The one thing that the year 2020 has taught me is to never take things for granted.
It has been over 4 months since our Governor essentially shut down the state’s economy. Many things have been reopened, but with the loosening of restrictions have come a consistent upward trend in new cases — and the quarantine order on transpacific travelers has not been lifted and schools aren’t even open yet. From this perspective, it looks like there is no end in sight for Covid-19.
The Coronavirus pandemic has taken away so much of what we had once considered “normal.” Experts say that we should not expect things to return to the old normal, but we should learn to instead embrace a “new normal.” Clearly, this pandemic will be a problem that will not be going away anytime soon, so we will need to adapt.
But my heart longs for simpler, less perilous times when we didn’t have a feeling of dread whenever we are forced to leave the safety of our home, donned in masks and armed with hand sanitizer.

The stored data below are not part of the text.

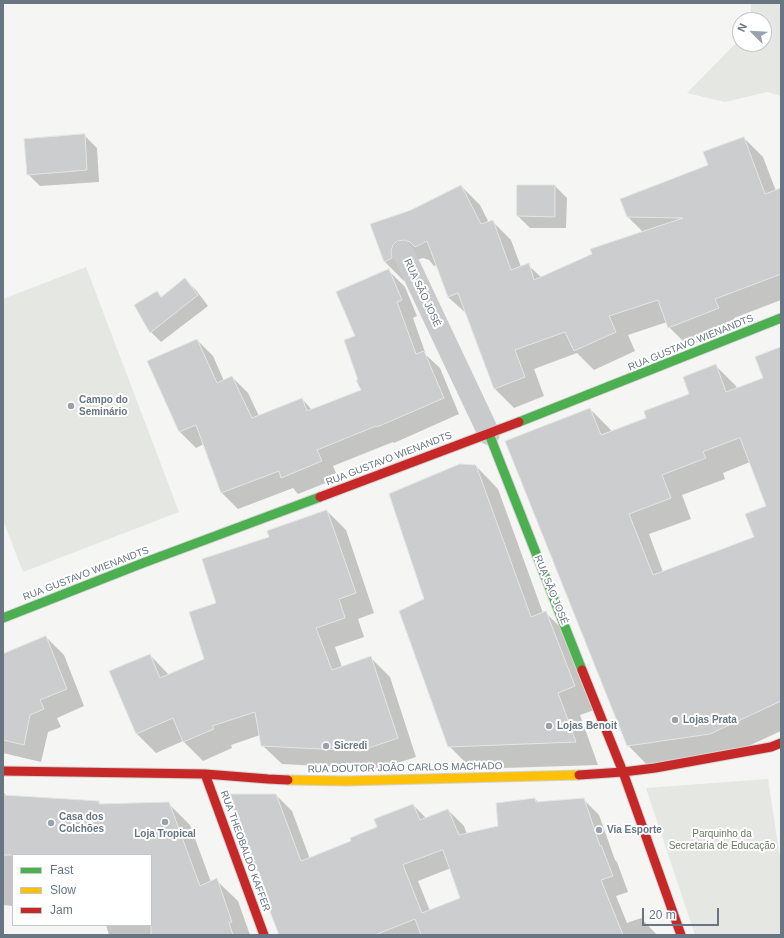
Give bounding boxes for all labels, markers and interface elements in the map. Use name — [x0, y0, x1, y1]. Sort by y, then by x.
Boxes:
north arrow — [732, 12, 772, 52]
text: N — [735, 21, 749, 34]
street label: RUA SÃO JOSÉ — [401, 257, 443, 329]
street label: RUA GUSTAVO WIENANDTS — [627, 312, 755, 374]
place label: Campo do Seminário — [79, 394, 128, 418]
marker: Campo do Seminário — [66, 401, 76, 411]
street label: RUA GUSTAVO WIENANDTS — [324, 429, 454, 489]
street label: RUA GUSTAVO WIENANDTS — [21, 544, 151, 604]
street label: RUA SÃO JOSÉ — [532, 553, 570, 627]
place label: Lojas Prata — [683, 714, 737, 726]
marker: Lojas Prata — [670, 715, 680, 725]
place label: Lojas Benoit — [557, 720, 617, 732]
marker: Lojas Benoit — [544, 721, 554, 731]
place label: Sicredi — [334, 740, 367, 752]
marker: Sicredi — [321, 741, 331, 751]
street label: RUA DOUTOR JOÃO CARLOS MACHADO — [307, 760, 503, 776]
street label: RUA THEOBALDO KAFFER — [218, 789, 272, 913]
place label: Casa dos Colchões — [59, 811, 104, 834]
marker: Loja Tropical — [160, 817, 170, 827]
marker: Casa dos Colchões — [46, 818, 56, 828]
place label: Via Esporte — [607, 824, 662, 836]
marker: Via Esporte — [594, 825, 604, 835]
place label: Loja Tropical — [134, 828, 196, 840]
park label: Parquinho da Secretaria de Educação — [669, 828, 775, 852]
legend — [12, 854, 152, 926]
text: Fast — [50, 863, 73, 877]
text: Slow — [50, 883, 76, 897]
scale bar — [644, 900, 721, 926]
text: Jam — [50, 903, 73, 917]
text: 20 m — [649, 908, 676, 922]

A time when I didn’t need to be constantly on guard and consider everyone, including myself, to be a potential carrier of the virus and act accordingly. A time when gathering in large groups of friends and family was not a criminal act and showing aloha meant greeting someone with a big, warm hug, rather than keeping a 6′ distance.

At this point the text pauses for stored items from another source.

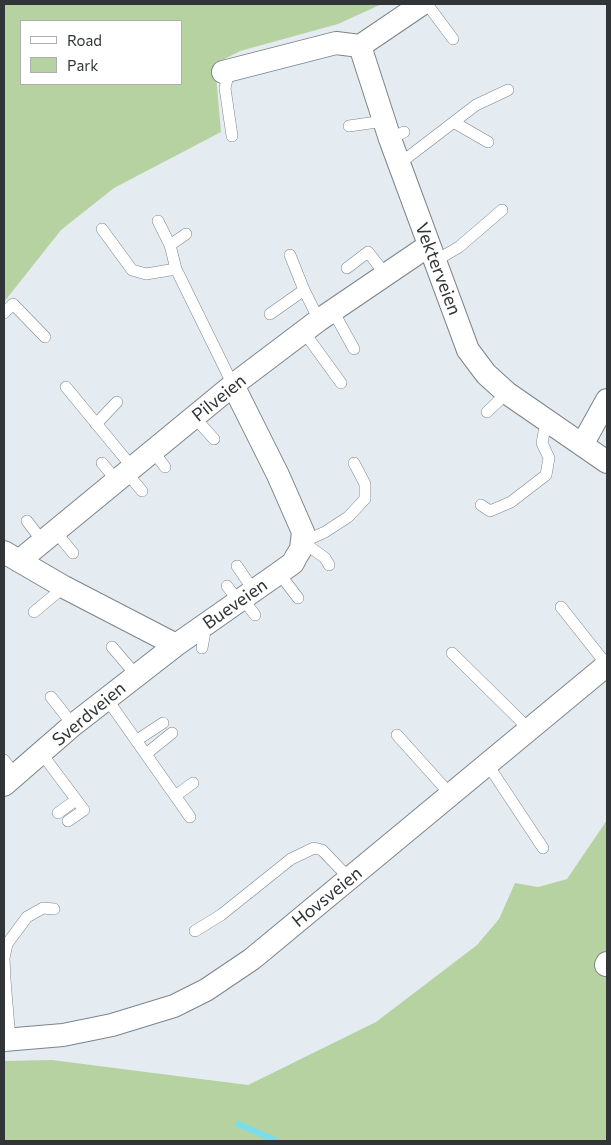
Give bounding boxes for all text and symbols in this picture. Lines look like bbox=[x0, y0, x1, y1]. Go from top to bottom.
legend bbox=[20, 20, 182, 85]
text: Road bbox=[67, 31, 102, 49]
text: Park bbox=[67, 56, 98, 74]
street label: Vekterveien bbox=[411, 220, 465, 318]
street label: Pilveien bbox=[188, 370, 250, 426]
street label: Bueveien bbox=[199, 574, 271, 634]
street label: Sverdveien bbox=[48, 677, 130, 751]
street label: Hovsveien bbox=[288, 862, 366, 932]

This pandemic is so isolating. What effect it will have on this generation? Will we grow accustomed to being socially detached from one another? Will the closeness and warmth we once had for each other be another casualty of Covid-19?

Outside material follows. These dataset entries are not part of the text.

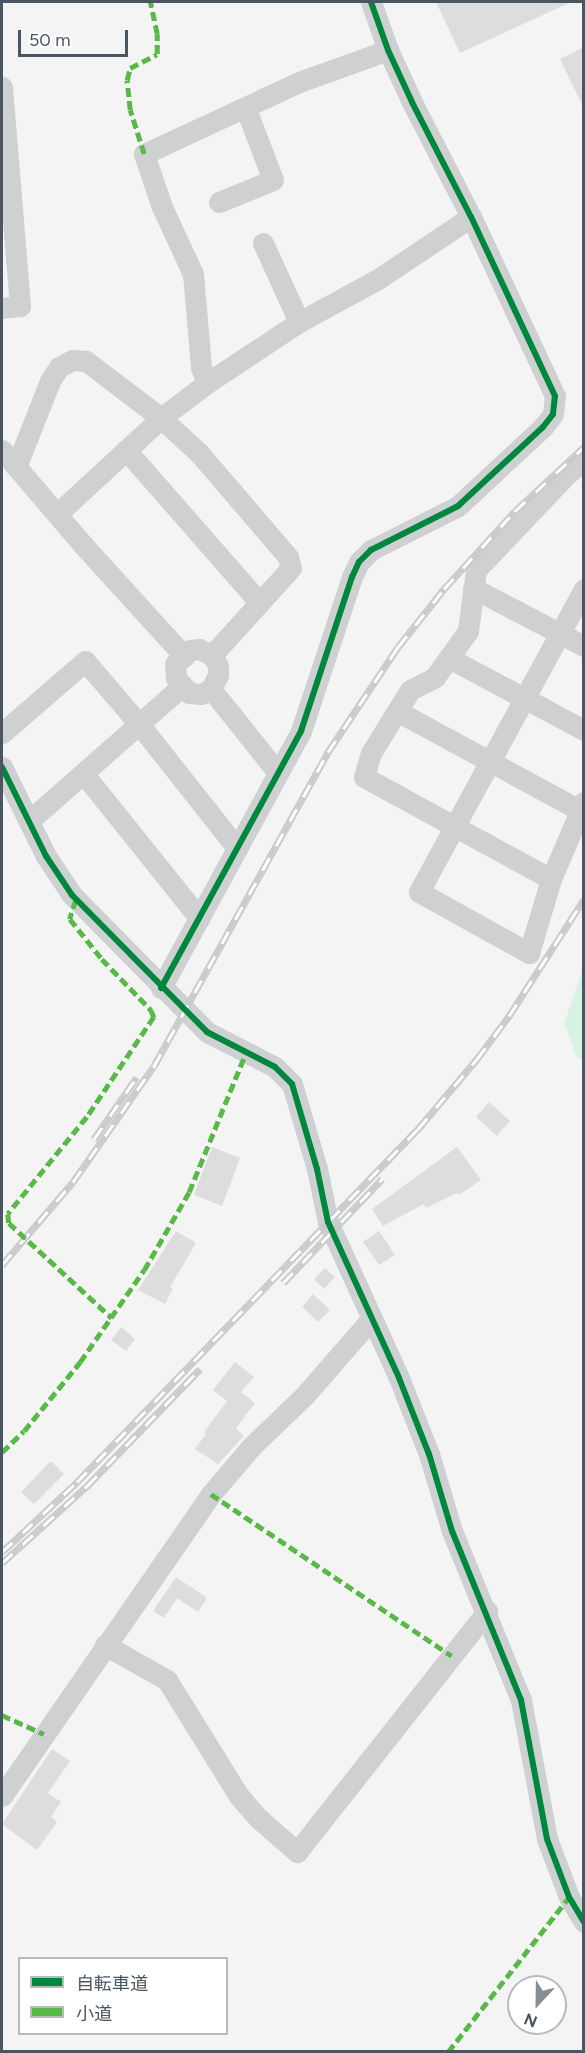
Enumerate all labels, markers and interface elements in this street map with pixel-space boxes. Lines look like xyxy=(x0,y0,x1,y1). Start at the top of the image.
scale bar xyxy=(21,18,130,56)
text: 50 m xyxy=(29,29,71,51)
legend xyxy=(18,1957,228,2035)
text: 自転車道 xyxy=(76,1973,148,1995)
north arrow xyxy=(507,1975,567,2035)
text: 小道 xyxy=(76,2003,112,2025)
text: N xyxy=(522,2009,540,2031)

Concurrently, the unrest and division in our country trouble me. When I read the headlines, I often wonder if the world has lost its collective mind. There just seems to be no limit to the insanity. Uncertainty has become a way of life.
Although outwardly, I don’t necessarily feel anxious about these things, it has had an impact on my body. Since March, I have significantly more grey hair. I have also put on a decent amount of weight, bringing me just 1 pound away from my pregnancy weight. I was also waking up to heart palpitations in the middle of the night which caused me to do a cardiac workup. (Thankfully, the cardiologist said my EKG and Echocardiogram were both normal.) 2020 has aged me exponentially.
On the flip side, I have found that getting outdoors has helped lift my spirits significantly. When we are hiking or at the beach, I allow myself to forget the problems that plague the world. I am able to capture a piece of the “old normal” and hold it in my hands, at least for a little while.
When I grow weary of worrying, I also remind myself of this verse in the Bible:
“Don’t worry about anything; instead, pray about everything. Tell God what you need, and thank him for all he has done. Then you will experience God’s peace, which exceeds anything we can understand. His peace will guard your hearts and minds as you live in Christ Jesus.”— Philippians 4:6-7
I plan to spend more time outdoors and more time in the Bible and in prayer. That is my antidote to anxiety. I am also counting my blessings and not taking anything for granted, no matter how mundane or ordinary it may seem.
How are you coping with the “new normal?”